Станціонный сторожъ звонитъ въ колоколъ. Поѣздъ пыхтя, останавливается.
— Прощайте, Костатинъ Демьянычъ!
— Счастливаго пути!
— Прощайте, ребятушки. Дня черезъ четыре вернусь. Ты, Оказія, посматривай, чтобы все было въ порядкѣ, а ежели что, махни телеграмку.
— Такъ точно, Костатинъ Демьянычъ! ужъ вы будьте благонадежны.
Толстый оберъ свиститъ въ костяной свистокъ; паровозъ вздрогнувъ, отходитъ отъ полустанка. Оказія и бурлаки смотрятъ, какъ мелькаютъ вагоны, и стоятъ до тѣхъ поръ, пока поѣздъ не скрывается за лѣсомъ.
— Диковинка, братчики мои, диковинка! — качаетъ головой Оказія, спускаясь съ платформы. — Иному везетъ на рубли, иному повезетъ на блохи. Скажемъ, хозяинъ — Иродъ Иродомъ, а того… тыщъ сто капиталу.
Они идутъ въ трактиръ испить пива.
— Знавалъ, братчики мои, я бариночечка одного, разсказывалъ онъ мнѣ, будто нѣкотораго человѣка вымазали съ ногъ до головы толченымъ золотомъ, а у него и кровь горлышкомъ пошла. Такъ и окачурился золотой человѣчекъ-то.
— Съ чего бы? — неудомѣваетъ безбородый бурлакъ.
— Съ чего? Диковинка! Заклей березу, и она засохнетъ — въ кажинной дырѣ человѣческой свое особливое вдохновленіе. Безъ вдохновленія, братчики мои, не прожить… Оказія!.. И выходитъ, стало быть, — нѣтъ счастья отъ золота, ничегошеньки намъ не надобно.
— Толкуй! — сердится бородатый бурлакъ. — Не ляскай по-пусту, не люблю!
Трактиръ, несмотря на ранній часъ, уже открытъ; къ земскому начальнику ѣдетъ цѣлая орава народу, истцы — два брата, повздорившіе изъ-за земли, съ каждымъ свидѣтели. Братья, дожидаясь поѣзда, сидятъ въ разныхъ углахъ, кричатъ, переругиваются.
Оба брата пожилые, не мужики, а хуторяне. Оба такъ и пышутъ, такъ и лѣзутъ, такъ и рвутся потрепать другъ другу сивыя бороды. Свидѣтели ихъ удерживаютъ.

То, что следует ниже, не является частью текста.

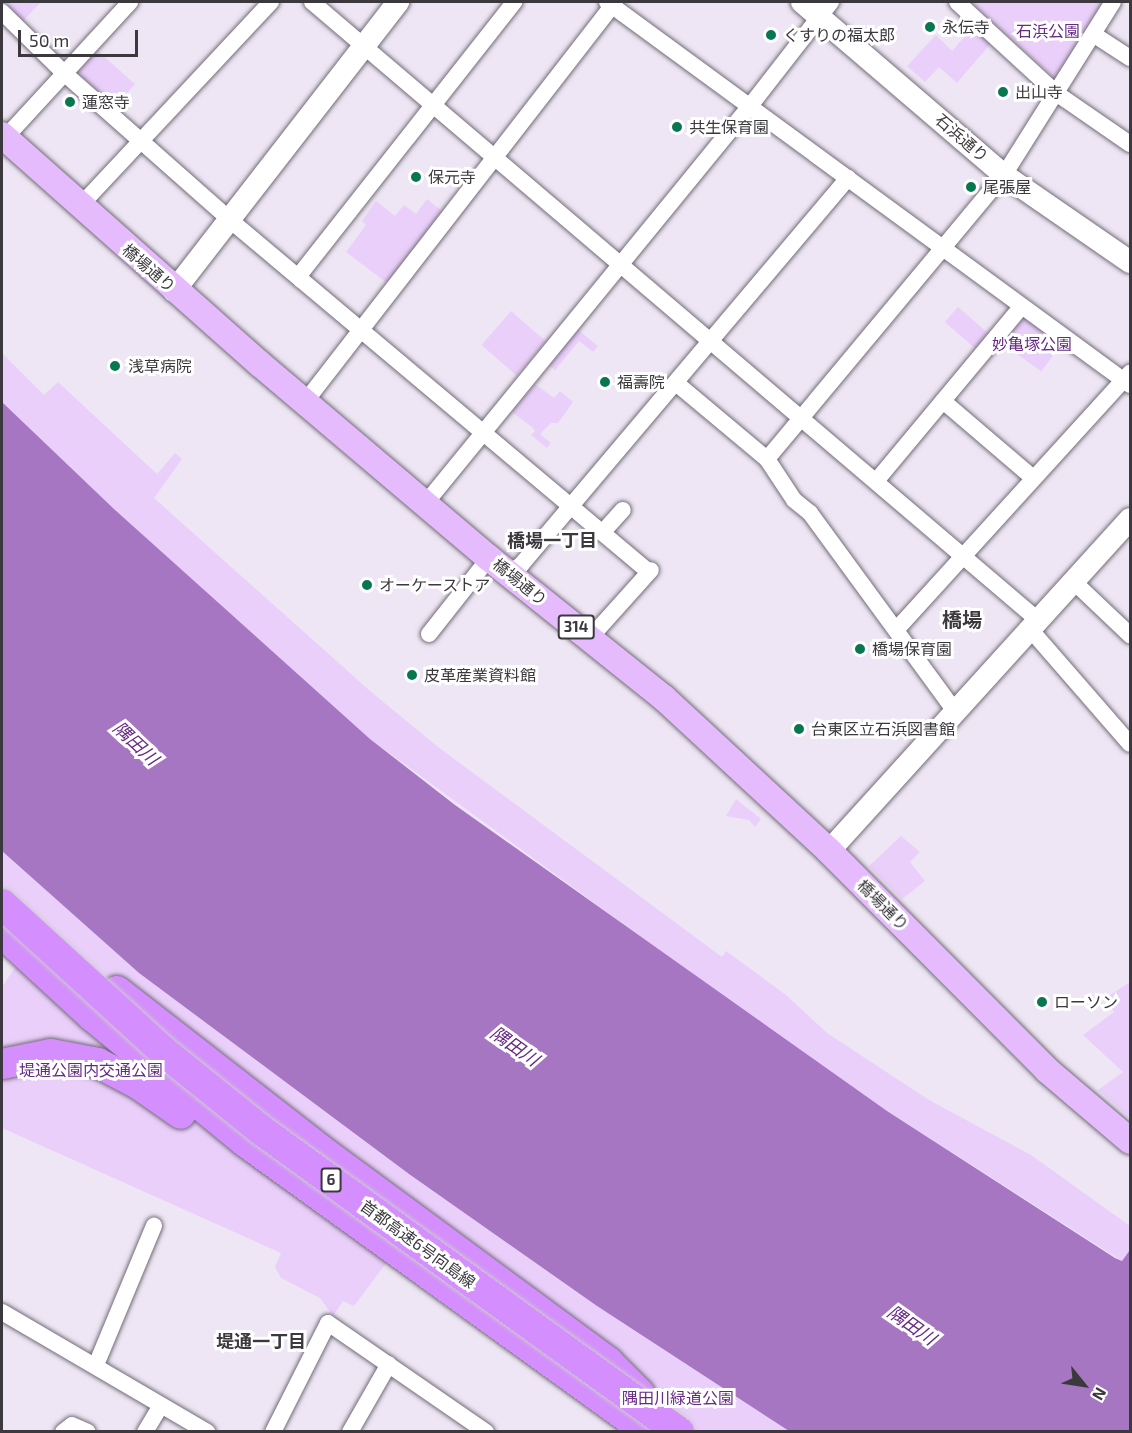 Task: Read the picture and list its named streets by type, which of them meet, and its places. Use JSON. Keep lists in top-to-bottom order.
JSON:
{
  "streets": {
    "highway": ["6", "首都高速6号向島線"],
    "main road": ["橋場通り", "314"],
    "street": ["石浜通り"]
  },
  "districts": ["橋場一丁目", "橋場", "堤通一丁目"],
  "water": ["隅田川"],
  "parks": [
    "石浜公園",
    "妙亀塚公園",
    "堤通公園内交通公園",
    "隅田川緑道公園"
  ],
  "places": [
    "永伝寺",
    "くすりの福太郎",
    "出山寺",
    "蓮窓寺",
    "共生保育園",
    "保元寺",
    "尾張屋",
    "浅草病院",
    "福壽院",
    "オーケーストア",
    "橋場保育園",
    "皮革産業資料館",
    "台東区立石浜図書館",
    "ローソン"
  ],
  "scale_bar": "50 m",
  "north": "bottom right"
} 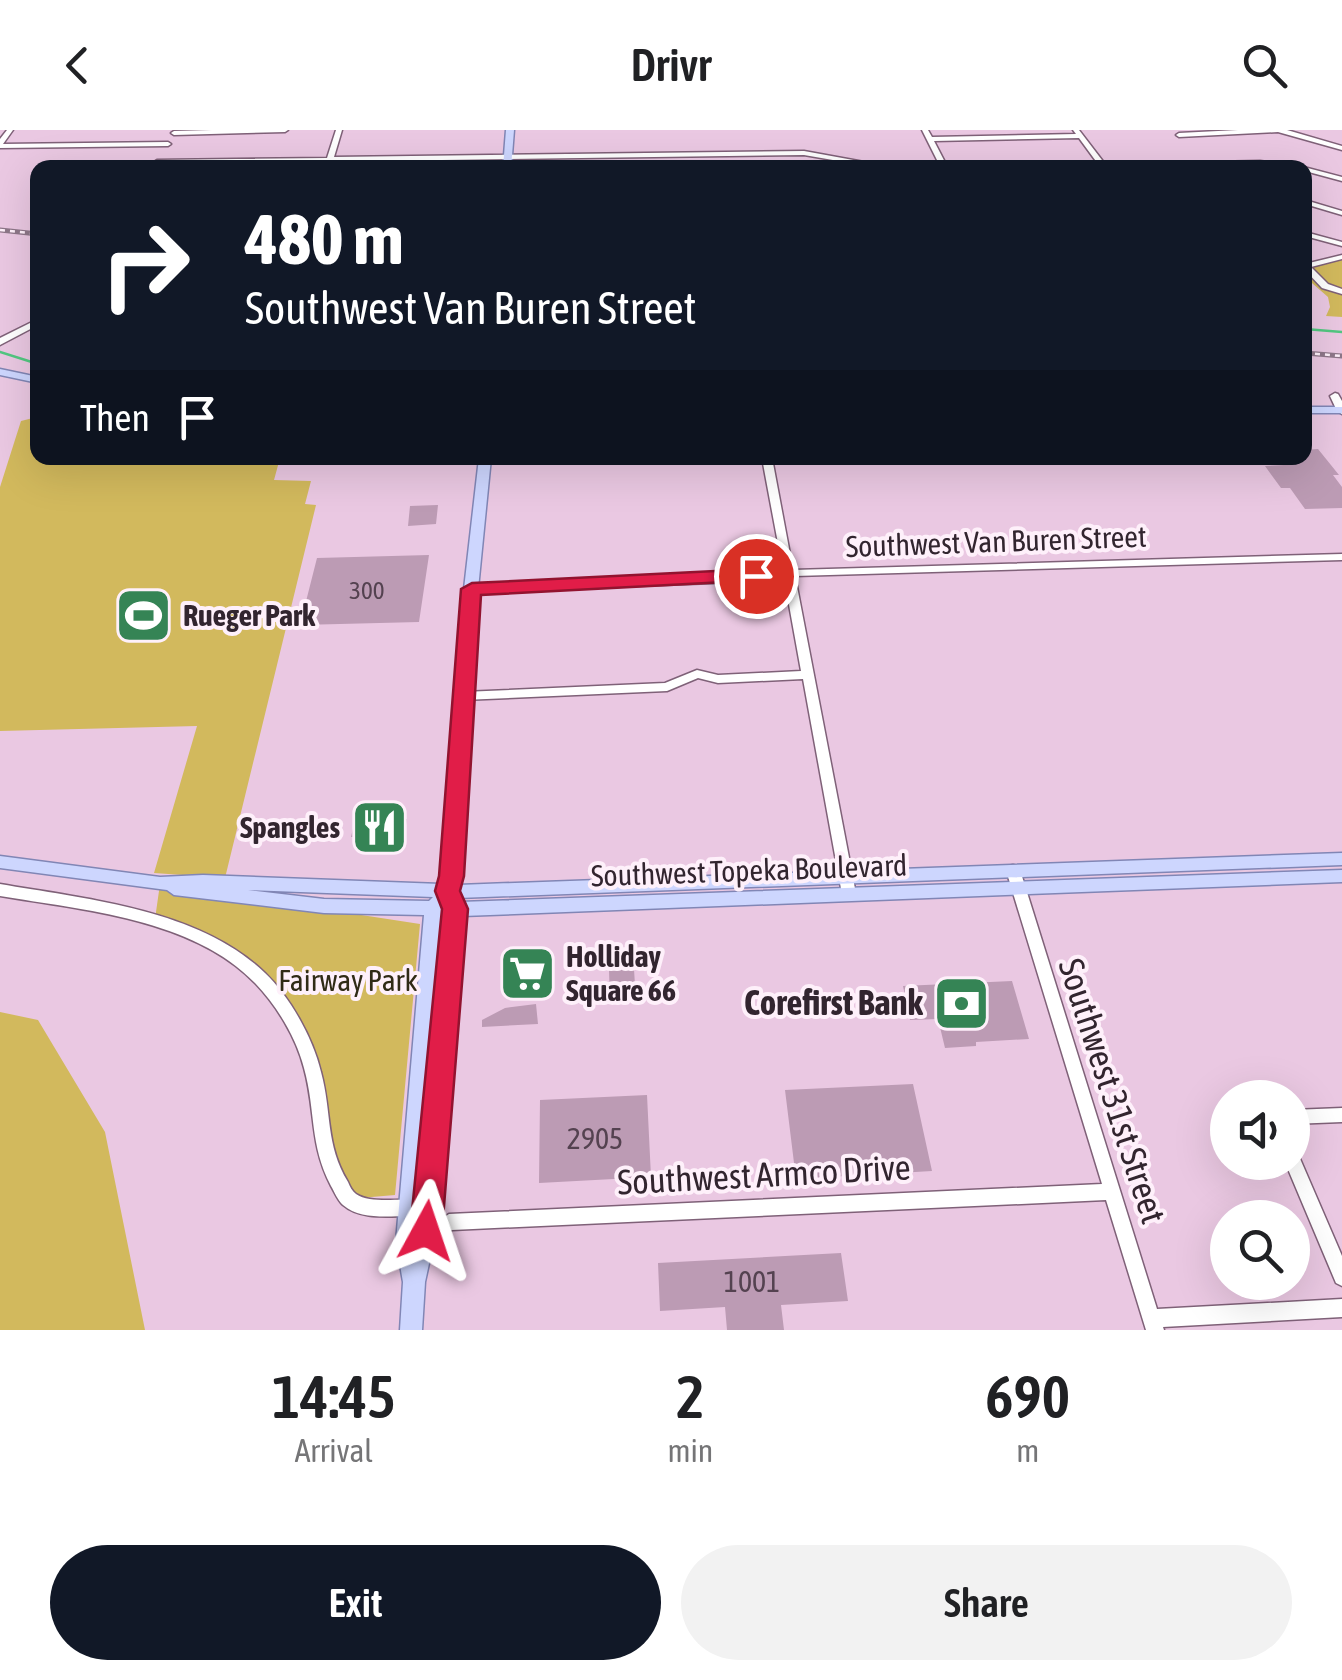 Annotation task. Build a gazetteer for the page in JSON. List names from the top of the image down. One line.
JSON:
{"streets":{"main road":["Southwest Topeka Boulevard"],"street":["Southwest Van Buren Street","Southwest 31st Street","Southwest Armco Drive"]},"crossings":[["Southwest Topeka Boulevard","Southwest 31st Street"],["Southwest 31st Street","Southwest Armco Drive"]],"parks":["Fairway Park"],"places":{"sports":["Rueger Park"],"restaurant":["Spangles"],"supermarket":["Holliday Square 66"],"bank":["Corefirst Bank"]},"house_numbers":["300","2905","1001"],"page":{"header":"Drivr","turn":["480 m","Southwest Van Buren Street"],"then":"Then","eta":["14:45","Arrival","2","min","690","m"],"buttons":["Exit","Share"]}}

Толстогрудая дѣвка въ сѣрыхъ валенкахъ на босу ногу подаетъ Оказіи и бурлакамъ пиво. Оказія, скорчивъ морщинистую мордочку въ хитрую улыбку, щиплетъ дѣвку за пухлое колѣно.
— Ты, мароказница, за меня замужъ пойдешь али не? У меня богачества вдосталь, хошь прудъ пруди — крестъ на воротѣ, да деревня въ городѣ. А деньжищъ, деньжищъ — ау, братъ!.. Съ Соболева — триста рублей не заработано — не получено, съ стекляннаго барина — пятьсотъ рублей не заработано — не получено. А, дѣвонька?
Она смѣется:
— Да ты, вѣдь, женатъ, Диковинка?
— Оказія! Приму мухамметанство, инъ все тутъ. Будутъ у меня, что у татарина, двѣ жены.
Въ трактирѣ старикъ и бурлаки просиживаютъ до полудня, выпиваютъ двѣ корзины пива да чайникъ чаю. Гулять, такъ гулять! Закусываютъ вяленымъ мясомъ и яичками.
— Оказія! — сопитъ безбородый бурлакъ, тупо поводя бычьими глазами, — Говоришь, естя кладъ?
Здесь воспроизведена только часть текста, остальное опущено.